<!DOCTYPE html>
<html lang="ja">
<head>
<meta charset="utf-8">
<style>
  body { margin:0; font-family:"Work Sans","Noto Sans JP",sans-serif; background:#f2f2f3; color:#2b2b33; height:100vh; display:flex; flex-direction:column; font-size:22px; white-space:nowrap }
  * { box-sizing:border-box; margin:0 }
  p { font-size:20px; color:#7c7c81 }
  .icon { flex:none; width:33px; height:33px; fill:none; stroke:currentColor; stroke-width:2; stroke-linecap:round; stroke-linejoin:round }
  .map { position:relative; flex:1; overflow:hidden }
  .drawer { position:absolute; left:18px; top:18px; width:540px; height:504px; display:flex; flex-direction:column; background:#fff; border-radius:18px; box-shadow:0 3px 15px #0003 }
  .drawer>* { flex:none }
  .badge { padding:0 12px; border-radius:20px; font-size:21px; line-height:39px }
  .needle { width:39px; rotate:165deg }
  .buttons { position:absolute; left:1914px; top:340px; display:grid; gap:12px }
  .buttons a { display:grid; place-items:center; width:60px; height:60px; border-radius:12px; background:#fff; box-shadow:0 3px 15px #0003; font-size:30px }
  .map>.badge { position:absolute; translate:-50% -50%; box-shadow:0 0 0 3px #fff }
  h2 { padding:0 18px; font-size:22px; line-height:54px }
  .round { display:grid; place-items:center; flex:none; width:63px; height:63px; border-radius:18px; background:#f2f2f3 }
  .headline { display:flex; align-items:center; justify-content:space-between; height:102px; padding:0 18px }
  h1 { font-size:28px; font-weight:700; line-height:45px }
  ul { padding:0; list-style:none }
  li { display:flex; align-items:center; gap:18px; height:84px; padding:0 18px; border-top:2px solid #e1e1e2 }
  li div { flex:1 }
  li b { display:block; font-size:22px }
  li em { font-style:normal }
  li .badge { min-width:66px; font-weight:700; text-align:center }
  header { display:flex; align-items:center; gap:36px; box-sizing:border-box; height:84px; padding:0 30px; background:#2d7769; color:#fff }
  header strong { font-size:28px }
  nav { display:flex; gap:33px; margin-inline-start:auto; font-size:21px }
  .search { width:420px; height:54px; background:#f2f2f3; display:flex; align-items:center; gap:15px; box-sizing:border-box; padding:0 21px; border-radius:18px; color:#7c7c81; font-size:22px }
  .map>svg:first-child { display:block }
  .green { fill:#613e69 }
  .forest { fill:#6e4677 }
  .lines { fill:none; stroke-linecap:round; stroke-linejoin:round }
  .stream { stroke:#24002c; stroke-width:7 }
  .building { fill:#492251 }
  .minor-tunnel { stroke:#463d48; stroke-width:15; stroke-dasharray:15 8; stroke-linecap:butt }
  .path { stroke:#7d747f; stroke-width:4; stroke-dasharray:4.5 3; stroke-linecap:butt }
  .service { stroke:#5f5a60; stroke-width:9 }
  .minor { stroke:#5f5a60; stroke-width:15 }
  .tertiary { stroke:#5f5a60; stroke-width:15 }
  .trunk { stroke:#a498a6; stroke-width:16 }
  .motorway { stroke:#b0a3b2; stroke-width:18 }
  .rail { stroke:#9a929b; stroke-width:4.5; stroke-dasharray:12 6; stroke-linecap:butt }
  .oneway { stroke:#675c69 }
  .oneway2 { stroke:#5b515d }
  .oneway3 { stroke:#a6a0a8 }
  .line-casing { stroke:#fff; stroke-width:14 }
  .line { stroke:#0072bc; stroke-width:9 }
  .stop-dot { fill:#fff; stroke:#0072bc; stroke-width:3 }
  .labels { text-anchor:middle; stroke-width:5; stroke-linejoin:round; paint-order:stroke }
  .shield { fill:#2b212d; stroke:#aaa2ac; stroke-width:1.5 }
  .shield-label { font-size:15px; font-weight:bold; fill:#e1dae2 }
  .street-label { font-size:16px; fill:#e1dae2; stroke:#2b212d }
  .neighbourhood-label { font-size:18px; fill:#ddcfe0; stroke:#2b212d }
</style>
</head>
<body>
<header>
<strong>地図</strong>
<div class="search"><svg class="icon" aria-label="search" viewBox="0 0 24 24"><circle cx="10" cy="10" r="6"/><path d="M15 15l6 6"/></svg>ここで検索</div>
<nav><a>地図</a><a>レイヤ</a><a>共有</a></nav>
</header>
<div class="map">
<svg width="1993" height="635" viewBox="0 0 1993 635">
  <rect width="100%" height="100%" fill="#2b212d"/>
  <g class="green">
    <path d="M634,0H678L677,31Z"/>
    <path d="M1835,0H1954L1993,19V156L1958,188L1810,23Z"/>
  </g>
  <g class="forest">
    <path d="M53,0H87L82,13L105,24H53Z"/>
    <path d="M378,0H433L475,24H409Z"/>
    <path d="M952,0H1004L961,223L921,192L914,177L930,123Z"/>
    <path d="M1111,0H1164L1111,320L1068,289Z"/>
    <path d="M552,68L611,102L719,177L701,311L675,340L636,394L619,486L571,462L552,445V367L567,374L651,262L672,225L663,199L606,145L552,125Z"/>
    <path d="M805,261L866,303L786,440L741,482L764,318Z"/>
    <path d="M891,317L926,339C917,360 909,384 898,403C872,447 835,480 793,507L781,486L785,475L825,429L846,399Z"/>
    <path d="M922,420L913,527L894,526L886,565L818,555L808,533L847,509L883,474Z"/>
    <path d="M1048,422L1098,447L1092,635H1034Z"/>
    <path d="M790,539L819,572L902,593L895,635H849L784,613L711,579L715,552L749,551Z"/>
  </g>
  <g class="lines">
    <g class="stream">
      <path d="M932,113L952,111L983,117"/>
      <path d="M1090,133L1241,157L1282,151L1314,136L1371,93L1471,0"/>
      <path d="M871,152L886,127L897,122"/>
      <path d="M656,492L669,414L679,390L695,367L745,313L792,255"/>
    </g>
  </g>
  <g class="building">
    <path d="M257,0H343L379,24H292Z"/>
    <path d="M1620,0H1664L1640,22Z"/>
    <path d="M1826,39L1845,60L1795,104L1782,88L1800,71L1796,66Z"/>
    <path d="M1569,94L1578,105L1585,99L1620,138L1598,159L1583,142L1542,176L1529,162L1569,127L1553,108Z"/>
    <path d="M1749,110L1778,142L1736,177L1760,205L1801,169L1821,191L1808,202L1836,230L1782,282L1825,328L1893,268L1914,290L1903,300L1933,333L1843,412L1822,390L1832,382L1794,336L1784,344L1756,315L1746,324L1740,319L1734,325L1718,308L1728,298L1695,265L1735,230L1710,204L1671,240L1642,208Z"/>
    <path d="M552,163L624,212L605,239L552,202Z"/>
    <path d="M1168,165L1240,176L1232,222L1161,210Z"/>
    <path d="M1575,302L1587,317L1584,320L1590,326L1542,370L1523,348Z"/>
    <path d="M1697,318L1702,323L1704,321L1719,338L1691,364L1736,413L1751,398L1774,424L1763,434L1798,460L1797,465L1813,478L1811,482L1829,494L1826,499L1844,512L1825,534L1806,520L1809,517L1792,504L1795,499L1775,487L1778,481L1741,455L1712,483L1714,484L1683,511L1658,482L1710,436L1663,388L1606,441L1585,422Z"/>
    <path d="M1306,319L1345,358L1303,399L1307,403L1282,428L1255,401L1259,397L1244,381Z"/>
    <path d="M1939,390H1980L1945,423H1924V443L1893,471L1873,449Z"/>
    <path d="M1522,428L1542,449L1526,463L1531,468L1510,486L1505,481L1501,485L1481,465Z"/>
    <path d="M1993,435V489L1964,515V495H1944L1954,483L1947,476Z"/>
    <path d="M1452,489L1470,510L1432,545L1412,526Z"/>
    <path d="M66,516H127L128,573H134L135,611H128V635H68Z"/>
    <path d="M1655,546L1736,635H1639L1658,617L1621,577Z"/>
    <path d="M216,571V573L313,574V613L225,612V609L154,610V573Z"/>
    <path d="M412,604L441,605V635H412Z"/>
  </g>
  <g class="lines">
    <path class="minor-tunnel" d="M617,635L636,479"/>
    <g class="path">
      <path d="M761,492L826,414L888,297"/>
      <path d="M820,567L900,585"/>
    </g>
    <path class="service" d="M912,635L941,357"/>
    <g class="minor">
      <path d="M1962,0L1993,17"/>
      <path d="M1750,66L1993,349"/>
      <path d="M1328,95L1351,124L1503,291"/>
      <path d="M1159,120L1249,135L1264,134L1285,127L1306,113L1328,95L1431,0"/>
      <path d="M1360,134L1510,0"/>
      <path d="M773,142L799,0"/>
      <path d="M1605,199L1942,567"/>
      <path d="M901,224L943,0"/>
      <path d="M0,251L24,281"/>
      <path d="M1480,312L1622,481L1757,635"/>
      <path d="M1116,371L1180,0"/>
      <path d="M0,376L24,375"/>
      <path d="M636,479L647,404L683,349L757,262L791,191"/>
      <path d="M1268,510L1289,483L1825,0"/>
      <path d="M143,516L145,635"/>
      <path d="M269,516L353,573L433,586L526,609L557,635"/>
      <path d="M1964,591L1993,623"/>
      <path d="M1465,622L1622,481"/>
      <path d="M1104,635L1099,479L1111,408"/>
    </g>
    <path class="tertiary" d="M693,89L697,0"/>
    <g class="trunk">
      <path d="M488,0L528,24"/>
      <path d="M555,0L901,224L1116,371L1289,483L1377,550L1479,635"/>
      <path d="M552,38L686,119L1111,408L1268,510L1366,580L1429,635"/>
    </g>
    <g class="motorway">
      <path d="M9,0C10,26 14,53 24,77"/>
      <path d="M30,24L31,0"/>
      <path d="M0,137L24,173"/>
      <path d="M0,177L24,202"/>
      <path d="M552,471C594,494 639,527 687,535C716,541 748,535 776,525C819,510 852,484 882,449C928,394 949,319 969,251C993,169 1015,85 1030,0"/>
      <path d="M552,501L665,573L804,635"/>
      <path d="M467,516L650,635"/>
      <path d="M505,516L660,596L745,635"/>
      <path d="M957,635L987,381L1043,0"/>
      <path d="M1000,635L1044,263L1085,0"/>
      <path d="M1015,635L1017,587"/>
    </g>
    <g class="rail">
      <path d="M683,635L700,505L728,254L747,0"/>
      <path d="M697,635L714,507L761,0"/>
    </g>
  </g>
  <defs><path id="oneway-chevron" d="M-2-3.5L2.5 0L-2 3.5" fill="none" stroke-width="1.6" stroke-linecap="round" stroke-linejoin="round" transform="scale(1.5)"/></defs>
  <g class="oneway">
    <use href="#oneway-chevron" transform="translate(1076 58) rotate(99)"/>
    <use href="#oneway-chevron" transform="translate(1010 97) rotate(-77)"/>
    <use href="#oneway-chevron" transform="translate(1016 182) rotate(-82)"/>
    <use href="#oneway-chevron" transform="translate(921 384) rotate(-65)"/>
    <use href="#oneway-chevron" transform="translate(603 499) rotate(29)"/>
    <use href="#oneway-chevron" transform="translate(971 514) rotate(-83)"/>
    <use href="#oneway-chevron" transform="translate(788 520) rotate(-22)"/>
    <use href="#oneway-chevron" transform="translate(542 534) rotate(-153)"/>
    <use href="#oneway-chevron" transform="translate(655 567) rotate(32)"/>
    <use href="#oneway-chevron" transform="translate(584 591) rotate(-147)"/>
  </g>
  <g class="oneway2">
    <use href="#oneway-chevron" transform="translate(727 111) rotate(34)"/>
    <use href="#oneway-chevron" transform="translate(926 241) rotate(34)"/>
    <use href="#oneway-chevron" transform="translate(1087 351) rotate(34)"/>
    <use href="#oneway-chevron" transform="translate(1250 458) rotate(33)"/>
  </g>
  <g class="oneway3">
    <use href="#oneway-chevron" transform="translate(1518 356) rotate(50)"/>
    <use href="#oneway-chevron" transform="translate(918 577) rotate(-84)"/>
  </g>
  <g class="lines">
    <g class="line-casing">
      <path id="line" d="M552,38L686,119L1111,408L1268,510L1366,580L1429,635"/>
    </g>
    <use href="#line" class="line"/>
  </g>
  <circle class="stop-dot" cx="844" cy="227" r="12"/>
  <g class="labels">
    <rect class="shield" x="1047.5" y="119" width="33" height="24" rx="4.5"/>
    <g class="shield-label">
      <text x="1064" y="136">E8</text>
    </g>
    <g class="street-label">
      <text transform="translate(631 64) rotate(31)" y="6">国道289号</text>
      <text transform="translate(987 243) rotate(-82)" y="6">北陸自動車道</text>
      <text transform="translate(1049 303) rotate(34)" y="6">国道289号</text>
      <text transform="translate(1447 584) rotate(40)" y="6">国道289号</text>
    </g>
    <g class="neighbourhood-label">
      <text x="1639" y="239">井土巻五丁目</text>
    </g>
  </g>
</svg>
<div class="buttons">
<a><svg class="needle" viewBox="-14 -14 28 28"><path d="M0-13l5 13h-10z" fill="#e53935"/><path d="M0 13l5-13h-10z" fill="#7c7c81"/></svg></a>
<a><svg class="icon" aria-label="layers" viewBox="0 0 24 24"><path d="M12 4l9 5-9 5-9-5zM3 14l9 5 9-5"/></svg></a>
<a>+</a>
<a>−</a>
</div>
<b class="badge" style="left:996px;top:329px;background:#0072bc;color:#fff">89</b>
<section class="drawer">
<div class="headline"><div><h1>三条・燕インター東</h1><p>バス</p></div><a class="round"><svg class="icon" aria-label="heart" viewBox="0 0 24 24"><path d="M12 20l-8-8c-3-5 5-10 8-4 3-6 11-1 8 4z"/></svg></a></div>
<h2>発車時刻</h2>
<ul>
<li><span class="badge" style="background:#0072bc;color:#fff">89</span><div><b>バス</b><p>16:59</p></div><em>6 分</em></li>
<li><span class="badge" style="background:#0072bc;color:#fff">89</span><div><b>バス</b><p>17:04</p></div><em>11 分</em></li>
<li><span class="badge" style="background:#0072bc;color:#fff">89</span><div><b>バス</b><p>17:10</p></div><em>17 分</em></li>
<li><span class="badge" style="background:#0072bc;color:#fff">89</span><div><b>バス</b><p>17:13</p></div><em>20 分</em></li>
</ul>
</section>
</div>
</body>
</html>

○ ○ ○ ○ ○

## DESCRIPTION OF THE TASK
Your answer must be the lines from the first line of the records through the line containing "font-size:28px; font-weight:700; line-height:45px", copied exactly.

## RESULT OF THE EXERCISE
<!DOCTYPE html>
<html lang="ja">
<head>
<meta charset="utf-8">
<style>
  body { margin:0; font-family:"Work Sans","Noto Sans JP",sans-serif; background:#f2f2f3; color:#2b2b33; height:100vh; display:flex; flex-direction:column; font-size:22px; white-space:nowrap }
  * { box-sizing:border-box; margin:0 }
  p { font-size:20px; color:#7c7c81 }
  .icon { flex:none; width:33px; height:33px; fill:none; stroke:currentColor; stroke-width:2; stroke-linecap:round; stroke-linejoin:round }
  .map { position:relative; flex:1; overflow:hidden }
  .drawer { position:absolute; left:18px; top:18px; width:540px; height:504px; display:flex; flex-direction:column; background:#fff; border-radius:18px; box-shadow:0 3px 15px #0003 }
  .drawer>* { flex:none }
  .badge { padding:0 12px; border-radius:20px; font-size:21px; line-height:39px }
  .needle { width:39px; rotate:165deg }
  .buttons { position:absolute; left:1914px; top:340px; display:grid; gap:12px }
  .buttons a { display:grid; place-items:center; width:60px; height:60px; border-radius:12px; background:#fff; box-shadow:0 3px 15px #0003; font-size:30px }
  .map>.badge { position:absolute; translate:-50% -50%; box-shadow:0 0 0 3px #fff }
  h2 { padding:0 18px; font-size:22px; line-height:54px }
  .round { display:grid; place-items:center; flex:none; width:63px; height:63px; border-radius:18px; background:#f2f2f3 }
  .headline { display:flex; align-items:center; justify-content:space-between; height:102px; padding:0 18px }
  h1 { font-size:28px; font-weight:700; line-height:45px }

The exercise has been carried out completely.